Intermittent Fasting as a Neuroprotective Strategy: Gut-Brain Axis Modulation and Metabolic Reprogramming in Neurodegenerative Disorders

Abstract

Intermittent fasting (IF) is emerging as a heterogeneous neurometabolic intervention with the possibility of changing the course of neurodegenerative diseases. Through the modulation of the gut-brain axis (GBA), cellular bioenergetics (or metabolic) reprogramming, and involvement in preserved stress adaptation pathways, IF influences a range of physiological mechanisms, including mitobiogenesis, autophagy, circadian rhythm alignment, and neuroinflammation. This review critically synthesises current preclinical and early clinical evidence illustrating IF's capability to supplement synaptic plasticity and integrity, reduce toxic proteins (proteotoxic) burden, and rehabilitate glial and immune homeostasis across models of Alzheimer's disease, Parkinson's disease, Huntington's disease, and amyotrophic lateral sclerosis. The key players behind these effects are bioactive metabolites such as short-chain fatty acids (SCFA) and β-hydroxybutyrate (BHB), and molecular mediators such as brain-derived neurotrophic factor (BDNF). We feature the therapeutic pertinence of IF-induced changes in gut microbiota composition, immune response, and mitochondrial dynamics, and we discuss emerging approaches for merging IF into precision medicine frameworks. Crucial challenges include individual variability, protocol optimisation, safety in cognitively vulnerable populations, and the need for biomarker-guided, ethically grounded clinical trials. Finally, we propose IF as a scalable and flexible intervention that, when personalised and integrated with other modalities, may reframe neurodegeneration from a model of irreversible decline to one of modifiable resilience.

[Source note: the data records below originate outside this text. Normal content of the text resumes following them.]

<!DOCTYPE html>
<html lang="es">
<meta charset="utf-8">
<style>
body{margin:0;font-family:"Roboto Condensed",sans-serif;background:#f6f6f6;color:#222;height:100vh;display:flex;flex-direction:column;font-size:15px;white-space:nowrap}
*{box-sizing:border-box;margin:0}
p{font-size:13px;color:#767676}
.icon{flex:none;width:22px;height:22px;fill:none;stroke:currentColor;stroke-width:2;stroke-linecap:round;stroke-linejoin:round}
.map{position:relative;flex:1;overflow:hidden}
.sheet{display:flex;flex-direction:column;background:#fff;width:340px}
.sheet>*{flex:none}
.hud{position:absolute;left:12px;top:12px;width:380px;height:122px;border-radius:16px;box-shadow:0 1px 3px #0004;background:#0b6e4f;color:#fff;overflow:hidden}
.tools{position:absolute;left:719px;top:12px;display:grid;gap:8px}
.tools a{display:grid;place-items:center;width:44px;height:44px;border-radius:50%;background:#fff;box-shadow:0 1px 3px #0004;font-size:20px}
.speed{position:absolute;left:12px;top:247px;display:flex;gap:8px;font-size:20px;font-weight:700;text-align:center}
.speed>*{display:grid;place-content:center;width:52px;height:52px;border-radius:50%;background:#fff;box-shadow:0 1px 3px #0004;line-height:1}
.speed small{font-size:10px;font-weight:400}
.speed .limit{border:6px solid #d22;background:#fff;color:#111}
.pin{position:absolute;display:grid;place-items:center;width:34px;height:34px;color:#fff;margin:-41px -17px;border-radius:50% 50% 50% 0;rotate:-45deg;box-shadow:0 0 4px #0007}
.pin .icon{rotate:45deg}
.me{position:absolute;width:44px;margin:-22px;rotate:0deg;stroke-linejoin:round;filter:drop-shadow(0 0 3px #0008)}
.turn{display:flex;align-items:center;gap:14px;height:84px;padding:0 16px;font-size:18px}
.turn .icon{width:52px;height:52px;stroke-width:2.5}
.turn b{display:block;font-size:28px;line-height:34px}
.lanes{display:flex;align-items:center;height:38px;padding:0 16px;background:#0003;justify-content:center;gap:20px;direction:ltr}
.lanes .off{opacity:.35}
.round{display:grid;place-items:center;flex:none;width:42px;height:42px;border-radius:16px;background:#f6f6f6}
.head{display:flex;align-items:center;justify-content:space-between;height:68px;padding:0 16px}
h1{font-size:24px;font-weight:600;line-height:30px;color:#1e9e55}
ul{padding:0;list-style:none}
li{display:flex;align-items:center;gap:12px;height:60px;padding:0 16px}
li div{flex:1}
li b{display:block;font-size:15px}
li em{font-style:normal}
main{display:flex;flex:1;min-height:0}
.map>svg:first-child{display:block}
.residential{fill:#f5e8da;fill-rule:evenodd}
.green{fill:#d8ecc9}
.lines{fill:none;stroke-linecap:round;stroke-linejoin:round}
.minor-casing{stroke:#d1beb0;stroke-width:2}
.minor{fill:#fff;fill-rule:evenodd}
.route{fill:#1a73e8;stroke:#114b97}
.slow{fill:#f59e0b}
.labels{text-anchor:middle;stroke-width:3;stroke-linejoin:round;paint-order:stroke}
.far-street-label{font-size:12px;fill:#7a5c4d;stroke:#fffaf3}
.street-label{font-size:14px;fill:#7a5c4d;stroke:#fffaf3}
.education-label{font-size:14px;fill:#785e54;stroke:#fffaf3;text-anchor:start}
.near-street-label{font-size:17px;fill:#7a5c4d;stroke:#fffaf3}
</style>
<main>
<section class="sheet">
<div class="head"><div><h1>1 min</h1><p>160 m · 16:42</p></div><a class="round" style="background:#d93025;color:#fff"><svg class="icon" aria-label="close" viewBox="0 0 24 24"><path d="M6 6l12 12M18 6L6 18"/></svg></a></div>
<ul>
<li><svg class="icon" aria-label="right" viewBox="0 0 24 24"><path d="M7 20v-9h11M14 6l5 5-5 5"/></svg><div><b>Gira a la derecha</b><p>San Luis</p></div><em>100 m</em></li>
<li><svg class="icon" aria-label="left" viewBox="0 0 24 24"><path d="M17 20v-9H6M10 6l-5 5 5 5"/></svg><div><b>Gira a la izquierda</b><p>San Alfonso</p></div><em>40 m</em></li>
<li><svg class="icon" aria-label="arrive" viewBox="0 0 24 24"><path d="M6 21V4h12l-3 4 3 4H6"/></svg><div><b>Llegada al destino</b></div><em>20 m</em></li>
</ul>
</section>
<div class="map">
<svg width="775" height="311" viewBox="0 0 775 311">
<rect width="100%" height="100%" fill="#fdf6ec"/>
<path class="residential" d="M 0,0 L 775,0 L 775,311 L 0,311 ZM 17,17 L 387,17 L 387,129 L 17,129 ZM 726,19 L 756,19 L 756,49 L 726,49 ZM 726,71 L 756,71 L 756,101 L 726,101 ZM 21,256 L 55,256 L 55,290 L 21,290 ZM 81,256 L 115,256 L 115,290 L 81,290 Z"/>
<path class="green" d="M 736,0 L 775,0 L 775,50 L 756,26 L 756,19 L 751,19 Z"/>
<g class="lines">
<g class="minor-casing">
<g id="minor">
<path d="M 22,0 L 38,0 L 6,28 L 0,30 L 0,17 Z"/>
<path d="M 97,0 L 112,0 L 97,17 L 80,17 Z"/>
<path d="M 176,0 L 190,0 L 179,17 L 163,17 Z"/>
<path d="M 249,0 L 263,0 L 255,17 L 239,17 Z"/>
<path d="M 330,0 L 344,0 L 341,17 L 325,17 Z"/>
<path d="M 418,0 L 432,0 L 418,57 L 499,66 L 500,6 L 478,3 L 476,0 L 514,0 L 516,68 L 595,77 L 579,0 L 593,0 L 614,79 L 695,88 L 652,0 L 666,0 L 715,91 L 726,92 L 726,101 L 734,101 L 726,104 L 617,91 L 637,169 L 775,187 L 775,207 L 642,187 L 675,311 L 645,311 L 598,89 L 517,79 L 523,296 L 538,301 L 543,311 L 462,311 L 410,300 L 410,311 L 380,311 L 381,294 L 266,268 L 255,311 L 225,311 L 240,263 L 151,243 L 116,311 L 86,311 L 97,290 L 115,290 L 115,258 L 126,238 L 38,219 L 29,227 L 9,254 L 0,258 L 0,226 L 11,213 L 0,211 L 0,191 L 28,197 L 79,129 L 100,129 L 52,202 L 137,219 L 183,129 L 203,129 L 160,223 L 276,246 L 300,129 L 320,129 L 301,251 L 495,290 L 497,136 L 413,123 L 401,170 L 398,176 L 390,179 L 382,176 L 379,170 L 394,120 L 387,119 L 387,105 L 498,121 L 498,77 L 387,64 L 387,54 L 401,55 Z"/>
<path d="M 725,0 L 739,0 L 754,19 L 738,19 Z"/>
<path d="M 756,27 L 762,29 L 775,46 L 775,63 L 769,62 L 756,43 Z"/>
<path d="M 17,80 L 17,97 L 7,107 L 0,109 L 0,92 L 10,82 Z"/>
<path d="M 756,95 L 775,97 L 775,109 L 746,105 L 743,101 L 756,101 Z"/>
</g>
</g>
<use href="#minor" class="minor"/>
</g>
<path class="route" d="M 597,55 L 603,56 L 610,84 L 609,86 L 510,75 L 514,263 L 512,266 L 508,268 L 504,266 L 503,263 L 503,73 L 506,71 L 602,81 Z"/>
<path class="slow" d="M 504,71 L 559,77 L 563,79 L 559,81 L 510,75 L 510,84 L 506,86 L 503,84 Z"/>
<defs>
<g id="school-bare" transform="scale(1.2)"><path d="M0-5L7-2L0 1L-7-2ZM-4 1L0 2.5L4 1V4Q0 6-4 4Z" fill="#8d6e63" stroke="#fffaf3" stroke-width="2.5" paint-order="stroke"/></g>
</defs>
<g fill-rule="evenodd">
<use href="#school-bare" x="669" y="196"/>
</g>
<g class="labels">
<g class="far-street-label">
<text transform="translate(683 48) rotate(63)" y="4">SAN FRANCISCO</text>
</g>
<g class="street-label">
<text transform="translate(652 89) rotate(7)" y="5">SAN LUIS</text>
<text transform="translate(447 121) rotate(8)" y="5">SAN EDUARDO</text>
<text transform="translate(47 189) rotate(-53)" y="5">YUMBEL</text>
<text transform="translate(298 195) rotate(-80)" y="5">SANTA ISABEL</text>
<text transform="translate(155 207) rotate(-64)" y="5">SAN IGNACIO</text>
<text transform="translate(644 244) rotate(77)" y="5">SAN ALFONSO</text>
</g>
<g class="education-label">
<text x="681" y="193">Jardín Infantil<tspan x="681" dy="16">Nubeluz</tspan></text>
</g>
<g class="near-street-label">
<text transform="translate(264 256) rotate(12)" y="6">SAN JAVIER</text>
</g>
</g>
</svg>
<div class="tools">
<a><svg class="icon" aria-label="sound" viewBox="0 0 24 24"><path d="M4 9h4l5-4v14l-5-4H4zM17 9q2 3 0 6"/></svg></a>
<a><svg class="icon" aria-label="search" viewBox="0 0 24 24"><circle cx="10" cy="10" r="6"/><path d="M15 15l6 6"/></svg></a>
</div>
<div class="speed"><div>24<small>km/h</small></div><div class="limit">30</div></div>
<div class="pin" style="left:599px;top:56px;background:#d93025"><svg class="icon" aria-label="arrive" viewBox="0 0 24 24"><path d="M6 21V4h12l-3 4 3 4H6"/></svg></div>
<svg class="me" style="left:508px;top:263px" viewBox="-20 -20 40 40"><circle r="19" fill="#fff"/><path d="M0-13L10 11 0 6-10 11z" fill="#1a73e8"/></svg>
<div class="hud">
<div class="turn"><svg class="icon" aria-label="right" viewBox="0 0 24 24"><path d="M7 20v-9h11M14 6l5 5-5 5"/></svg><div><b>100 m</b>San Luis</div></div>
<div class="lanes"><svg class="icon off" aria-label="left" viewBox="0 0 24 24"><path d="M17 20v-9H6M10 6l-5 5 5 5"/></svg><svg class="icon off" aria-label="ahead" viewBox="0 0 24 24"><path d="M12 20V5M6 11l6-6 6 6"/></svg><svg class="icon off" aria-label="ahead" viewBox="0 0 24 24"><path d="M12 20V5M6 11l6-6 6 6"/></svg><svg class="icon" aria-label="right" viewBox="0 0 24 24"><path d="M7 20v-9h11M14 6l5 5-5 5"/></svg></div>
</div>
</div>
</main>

Keywords: SCFAs; autophagy; gut–brain axis; intermittent fasting; metabolic reprogramming; neurodegenerative diseases.

Figure 1

Gut–brain axis (GBA) pathways modulated by intermittent fasting (IF). Schematic diagram showing that IF alters the gut microbiota, increasing taxa associated with short-chain fatty acid (SCFA) production. SCFA, particularly butyrate, enhances gut barrier integrity, reduces neuroinflammation, and increases brain-derived neurotrophic factor (BDNF) expression via epigenetic mechanisms. These changes influence the GBA, improving hippocampal synaptic plasticity and cognitive function in neurodegenerative disease in both pre-clinical and clinical models. HDAC, histone deacetylase. Upward arrow (↑) indicates increase/heighten; downward arrow (↓) indicates decrease/reduce; forward arrow (→) indicates leading to/causing.

Figure 2

Neuroprotective mechanisms of intermittent fasting (IF) via metabolic reprogramming. This figure summarizes how IF promotes neuroprotection through three main pathways: (A) Mitochondrial bioenergetics and oxidative stress: IF increases β-hydroxybutyrate (BHB) and short chain fatty acids (SCFAs) (e.g., butyrate), enhancing mitochondrial respiration, biogenesis (via PGC-1α, TFAM), and antioxidant defence (via Nrf2, SOD2, CAT, HO-1), while reducing oxidative stress and supporting synaptic and cognitive function. (B) Autophagy and protein clearance: Through mTOR inhibition and SIRT1 activation, IF enhances autophagy and mitophagy (upregulates PINK1, Parkin), promoting clearance of toxic protein aggregates and improving neuronal health in neurodegenerative models. (C) Neuroimmune interaction: IF modulates microglia (M1→M2), reduces NLRP3 inflammasome activity, and strengthens blood–brain barrier integrity. These changes lower neuroinflammation and support cognitive resilience. Upward arrow (↑) indicates increase/heighten; downward arrow (↓) indicates decrease/reduce; forward arrow (→) indicates leading to/causing.